[Start of section]
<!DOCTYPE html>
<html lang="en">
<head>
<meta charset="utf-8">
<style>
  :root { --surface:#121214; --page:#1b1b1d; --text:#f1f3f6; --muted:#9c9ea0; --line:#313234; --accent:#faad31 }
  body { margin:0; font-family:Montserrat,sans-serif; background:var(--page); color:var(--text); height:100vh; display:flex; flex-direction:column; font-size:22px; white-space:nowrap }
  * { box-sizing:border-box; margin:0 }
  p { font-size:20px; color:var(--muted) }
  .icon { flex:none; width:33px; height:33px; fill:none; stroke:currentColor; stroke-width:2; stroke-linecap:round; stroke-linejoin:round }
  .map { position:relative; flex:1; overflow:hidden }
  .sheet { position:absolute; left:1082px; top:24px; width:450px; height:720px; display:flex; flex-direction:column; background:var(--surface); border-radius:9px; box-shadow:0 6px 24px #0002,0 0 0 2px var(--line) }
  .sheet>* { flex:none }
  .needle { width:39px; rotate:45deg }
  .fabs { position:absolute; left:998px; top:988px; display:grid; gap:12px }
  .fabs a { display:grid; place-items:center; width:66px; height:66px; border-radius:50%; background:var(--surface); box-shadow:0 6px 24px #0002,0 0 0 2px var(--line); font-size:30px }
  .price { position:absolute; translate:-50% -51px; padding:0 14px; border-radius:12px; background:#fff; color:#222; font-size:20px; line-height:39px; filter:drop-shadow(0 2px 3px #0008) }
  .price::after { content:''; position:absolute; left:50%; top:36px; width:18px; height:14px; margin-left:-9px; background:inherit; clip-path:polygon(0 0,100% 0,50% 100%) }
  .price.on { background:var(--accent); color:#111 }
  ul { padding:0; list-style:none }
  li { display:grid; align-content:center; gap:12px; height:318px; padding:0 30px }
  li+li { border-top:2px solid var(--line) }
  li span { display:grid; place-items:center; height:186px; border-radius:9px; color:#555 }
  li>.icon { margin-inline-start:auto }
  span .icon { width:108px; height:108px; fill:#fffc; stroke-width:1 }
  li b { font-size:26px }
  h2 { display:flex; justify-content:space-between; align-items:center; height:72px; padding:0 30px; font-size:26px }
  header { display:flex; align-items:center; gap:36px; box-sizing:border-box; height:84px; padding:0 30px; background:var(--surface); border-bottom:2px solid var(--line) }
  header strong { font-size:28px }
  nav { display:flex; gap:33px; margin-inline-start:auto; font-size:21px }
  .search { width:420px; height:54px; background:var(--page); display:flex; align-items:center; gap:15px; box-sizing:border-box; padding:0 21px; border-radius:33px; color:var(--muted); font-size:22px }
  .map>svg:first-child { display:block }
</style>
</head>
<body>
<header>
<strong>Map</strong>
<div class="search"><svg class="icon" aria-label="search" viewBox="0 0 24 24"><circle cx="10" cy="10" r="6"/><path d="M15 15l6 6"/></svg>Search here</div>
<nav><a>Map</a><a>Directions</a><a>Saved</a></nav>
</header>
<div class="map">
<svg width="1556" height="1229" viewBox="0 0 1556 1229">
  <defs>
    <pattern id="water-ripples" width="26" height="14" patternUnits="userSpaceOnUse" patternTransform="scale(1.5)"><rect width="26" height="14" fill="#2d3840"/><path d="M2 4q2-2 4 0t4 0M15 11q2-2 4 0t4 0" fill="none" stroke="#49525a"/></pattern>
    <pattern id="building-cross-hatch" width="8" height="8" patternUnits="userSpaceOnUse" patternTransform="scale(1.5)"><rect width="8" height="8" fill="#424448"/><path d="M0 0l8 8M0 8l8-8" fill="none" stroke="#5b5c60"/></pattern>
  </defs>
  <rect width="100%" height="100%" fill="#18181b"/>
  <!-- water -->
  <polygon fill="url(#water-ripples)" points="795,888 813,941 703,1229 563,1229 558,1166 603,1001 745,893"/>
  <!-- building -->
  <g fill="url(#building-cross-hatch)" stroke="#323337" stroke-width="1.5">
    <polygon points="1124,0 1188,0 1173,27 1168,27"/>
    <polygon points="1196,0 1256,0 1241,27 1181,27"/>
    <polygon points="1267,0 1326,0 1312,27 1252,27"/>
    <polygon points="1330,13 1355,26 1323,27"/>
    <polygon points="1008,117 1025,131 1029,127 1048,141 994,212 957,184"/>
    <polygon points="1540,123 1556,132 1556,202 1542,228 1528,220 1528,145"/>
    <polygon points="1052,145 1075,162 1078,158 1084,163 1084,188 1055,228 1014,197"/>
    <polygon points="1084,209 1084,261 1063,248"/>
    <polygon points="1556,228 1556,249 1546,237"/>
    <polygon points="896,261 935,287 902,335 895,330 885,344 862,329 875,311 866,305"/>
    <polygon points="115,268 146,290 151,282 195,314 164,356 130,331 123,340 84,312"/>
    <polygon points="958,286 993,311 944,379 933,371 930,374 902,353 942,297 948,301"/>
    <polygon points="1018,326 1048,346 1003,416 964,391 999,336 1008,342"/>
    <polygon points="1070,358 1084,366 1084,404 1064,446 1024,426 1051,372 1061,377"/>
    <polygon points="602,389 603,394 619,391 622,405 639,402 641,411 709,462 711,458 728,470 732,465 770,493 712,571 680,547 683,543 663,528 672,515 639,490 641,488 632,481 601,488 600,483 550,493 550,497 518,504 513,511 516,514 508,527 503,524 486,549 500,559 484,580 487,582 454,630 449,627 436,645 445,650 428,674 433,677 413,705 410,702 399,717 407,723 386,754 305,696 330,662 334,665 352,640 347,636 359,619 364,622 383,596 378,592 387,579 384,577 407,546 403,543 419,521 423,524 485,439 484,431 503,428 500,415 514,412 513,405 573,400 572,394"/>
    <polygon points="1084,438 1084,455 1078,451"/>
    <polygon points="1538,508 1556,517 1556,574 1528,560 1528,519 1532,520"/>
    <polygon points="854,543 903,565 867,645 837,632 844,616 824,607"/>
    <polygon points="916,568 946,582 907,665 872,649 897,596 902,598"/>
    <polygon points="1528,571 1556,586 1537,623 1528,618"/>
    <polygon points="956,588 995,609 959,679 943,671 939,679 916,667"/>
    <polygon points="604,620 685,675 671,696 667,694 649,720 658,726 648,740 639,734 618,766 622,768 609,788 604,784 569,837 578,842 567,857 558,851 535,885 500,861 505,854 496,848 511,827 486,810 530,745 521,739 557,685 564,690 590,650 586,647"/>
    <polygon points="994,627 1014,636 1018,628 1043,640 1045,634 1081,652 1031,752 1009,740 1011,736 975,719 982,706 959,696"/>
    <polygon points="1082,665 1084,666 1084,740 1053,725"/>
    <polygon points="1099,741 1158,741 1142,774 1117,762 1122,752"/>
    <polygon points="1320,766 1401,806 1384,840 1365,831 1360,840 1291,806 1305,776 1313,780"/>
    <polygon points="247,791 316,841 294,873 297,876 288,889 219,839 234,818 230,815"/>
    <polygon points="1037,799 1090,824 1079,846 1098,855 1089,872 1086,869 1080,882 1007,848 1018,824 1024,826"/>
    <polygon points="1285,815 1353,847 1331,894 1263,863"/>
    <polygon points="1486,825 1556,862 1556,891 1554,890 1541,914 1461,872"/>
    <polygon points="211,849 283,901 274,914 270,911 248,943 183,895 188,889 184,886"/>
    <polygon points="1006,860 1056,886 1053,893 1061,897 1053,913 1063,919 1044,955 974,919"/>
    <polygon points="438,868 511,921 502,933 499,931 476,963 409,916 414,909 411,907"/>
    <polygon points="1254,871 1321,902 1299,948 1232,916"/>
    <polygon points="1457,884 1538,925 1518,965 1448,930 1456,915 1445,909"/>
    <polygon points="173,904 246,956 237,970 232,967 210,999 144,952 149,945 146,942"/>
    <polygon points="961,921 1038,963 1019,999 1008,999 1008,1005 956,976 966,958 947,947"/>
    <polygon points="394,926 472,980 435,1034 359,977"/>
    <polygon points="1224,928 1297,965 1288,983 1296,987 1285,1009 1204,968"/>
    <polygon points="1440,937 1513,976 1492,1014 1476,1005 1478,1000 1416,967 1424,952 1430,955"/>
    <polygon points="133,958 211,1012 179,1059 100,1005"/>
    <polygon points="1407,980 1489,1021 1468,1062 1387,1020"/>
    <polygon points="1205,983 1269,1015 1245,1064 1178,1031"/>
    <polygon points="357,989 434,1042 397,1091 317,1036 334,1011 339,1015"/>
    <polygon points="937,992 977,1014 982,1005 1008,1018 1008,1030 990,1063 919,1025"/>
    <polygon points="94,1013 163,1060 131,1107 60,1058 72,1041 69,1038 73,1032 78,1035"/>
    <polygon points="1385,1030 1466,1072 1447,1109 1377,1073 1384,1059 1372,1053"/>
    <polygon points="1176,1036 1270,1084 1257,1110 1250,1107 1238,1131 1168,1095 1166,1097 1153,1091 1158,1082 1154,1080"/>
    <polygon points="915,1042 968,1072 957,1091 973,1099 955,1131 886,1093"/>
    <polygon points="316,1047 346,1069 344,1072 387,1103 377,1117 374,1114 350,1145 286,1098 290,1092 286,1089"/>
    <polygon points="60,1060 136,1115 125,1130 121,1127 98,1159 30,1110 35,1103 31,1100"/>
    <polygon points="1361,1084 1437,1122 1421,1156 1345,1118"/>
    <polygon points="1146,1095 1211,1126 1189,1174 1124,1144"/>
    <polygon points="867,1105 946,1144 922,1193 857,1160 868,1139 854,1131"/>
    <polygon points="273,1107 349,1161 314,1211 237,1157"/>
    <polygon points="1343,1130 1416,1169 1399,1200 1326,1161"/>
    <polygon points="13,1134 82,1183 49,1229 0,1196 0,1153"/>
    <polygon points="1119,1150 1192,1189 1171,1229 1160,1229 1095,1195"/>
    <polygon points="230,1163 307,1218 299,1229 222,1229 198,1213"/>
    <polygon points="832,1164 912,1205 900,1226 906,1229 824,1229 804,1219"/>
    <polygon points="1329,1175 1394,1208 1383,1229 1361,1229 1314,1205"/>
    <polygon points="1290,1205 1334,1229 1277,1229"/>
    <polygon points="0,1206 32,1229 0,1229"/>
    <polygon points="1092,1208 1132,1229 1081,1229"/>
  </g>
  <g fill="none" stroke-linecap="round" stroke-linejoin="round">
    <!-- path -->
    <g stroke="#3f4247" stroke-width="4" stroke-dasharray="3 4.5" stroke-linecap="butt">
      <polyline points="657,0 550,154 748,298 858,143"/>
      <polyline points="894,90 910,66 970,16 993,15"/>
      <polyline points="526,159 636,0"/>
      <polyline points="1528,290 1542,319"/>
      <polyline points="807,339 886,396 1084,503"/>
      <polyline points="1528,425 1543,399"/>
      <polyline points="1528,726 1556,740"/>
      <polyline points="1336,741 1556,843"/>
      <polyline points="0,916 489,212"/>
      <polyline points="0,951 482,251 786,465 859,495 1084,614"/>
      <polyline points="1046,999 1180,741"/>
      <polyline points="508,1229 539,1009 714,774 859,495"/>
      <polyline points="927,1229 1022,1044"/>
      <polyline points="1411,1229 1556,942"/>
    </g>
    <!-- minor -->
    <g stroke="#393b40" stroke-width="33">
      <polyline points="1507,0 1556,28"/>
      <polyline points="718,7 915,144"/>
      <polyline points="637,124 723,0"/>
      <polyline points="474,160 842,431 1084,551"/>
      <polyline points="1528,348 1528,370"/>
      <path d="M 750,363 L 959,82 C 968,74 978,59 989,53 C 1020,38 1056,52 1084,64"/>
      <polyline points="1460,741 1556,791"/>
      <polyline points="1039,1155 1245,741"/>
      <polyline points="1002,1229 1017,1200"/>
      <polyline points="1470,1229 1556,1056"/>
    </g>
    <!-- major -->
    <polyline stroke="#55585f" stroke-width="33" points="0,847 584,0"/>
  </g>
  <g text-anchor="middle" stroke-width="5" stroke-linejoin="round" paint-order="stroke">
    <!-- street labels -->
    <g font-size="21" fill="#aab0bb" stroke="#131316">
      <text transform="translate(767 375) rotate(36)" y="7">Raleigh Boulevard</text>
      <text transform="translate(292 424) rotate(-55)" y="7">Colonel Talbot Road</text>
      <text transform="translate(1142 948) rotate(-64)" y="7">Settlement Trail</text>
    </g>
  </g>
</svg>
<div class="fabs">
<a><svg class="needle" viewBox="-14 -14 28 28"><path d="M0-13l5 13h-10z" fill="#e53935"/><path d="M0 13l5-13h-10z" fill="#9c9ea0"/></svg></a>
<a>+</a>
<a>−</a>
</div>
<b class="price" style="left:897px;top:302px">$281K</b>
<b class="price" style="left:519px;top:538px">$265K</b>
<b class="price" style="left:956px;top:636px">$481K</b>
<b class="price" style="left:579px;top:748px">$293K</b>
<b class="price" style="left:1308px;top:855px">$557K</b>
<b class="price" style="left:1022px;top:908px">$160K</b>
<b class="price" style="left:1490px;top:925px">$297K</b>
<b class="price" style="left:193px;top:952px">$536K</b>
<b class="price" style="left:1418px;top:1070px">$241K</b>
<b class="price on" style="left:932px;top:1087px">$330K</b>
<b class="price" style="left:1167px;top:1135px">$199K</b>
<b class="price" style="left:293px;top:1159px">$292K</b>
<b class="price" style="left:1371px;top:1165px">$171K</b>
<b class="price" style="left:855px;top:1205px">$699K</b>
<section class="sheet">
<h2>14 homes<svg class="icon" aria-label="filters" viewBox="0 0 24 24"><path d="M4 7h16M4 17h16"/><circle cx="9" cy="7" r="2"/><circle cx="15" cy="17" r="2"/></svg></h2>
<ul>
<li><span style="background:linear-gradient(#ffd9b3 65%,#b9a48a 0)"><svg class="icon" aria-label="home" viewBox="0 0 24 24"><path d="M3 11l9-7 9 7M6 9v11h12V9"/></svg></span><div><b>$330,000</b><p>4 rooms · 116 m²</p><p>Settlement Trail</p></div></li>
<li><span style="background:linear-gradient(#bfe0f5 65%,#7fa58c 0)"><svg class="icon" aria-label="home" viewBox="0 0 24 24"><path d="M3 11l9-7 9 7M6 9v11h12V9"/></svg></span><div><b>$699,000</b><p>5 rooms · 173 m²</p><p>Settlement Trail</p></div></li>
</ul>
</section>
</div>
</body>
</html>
[End of section]
Task details – Look over the entries for "text", then copy every line that includes that string.

Answer box –
  :root { --surface:#121214; --page:#1b1b1d; --text:#f1f3f6; --muted:#9c9ea0; --line:#313234; --accent:#faad31 }
  body { margin:0; font-family:Montserrat,sans-serif; background:var(--page); color:var(--text); height:100vh; display:flex; flex-direction:column; font-size:22px; white-space:nowrap }
  <g text-anchor="middle" stroke-width="5" stroke-linejoin="round" paint-order="stroke">
      <text transform="translate(767 375) rotate(36)" y="7">Raleigh Boulevard</text>
      <text transform="translate(292 424) rotate(-55)" y="7">Colonel Talbot Road</text>
      <text transform="translate(1142 948) rotate(-64)" y="7">Settlement Trail</text>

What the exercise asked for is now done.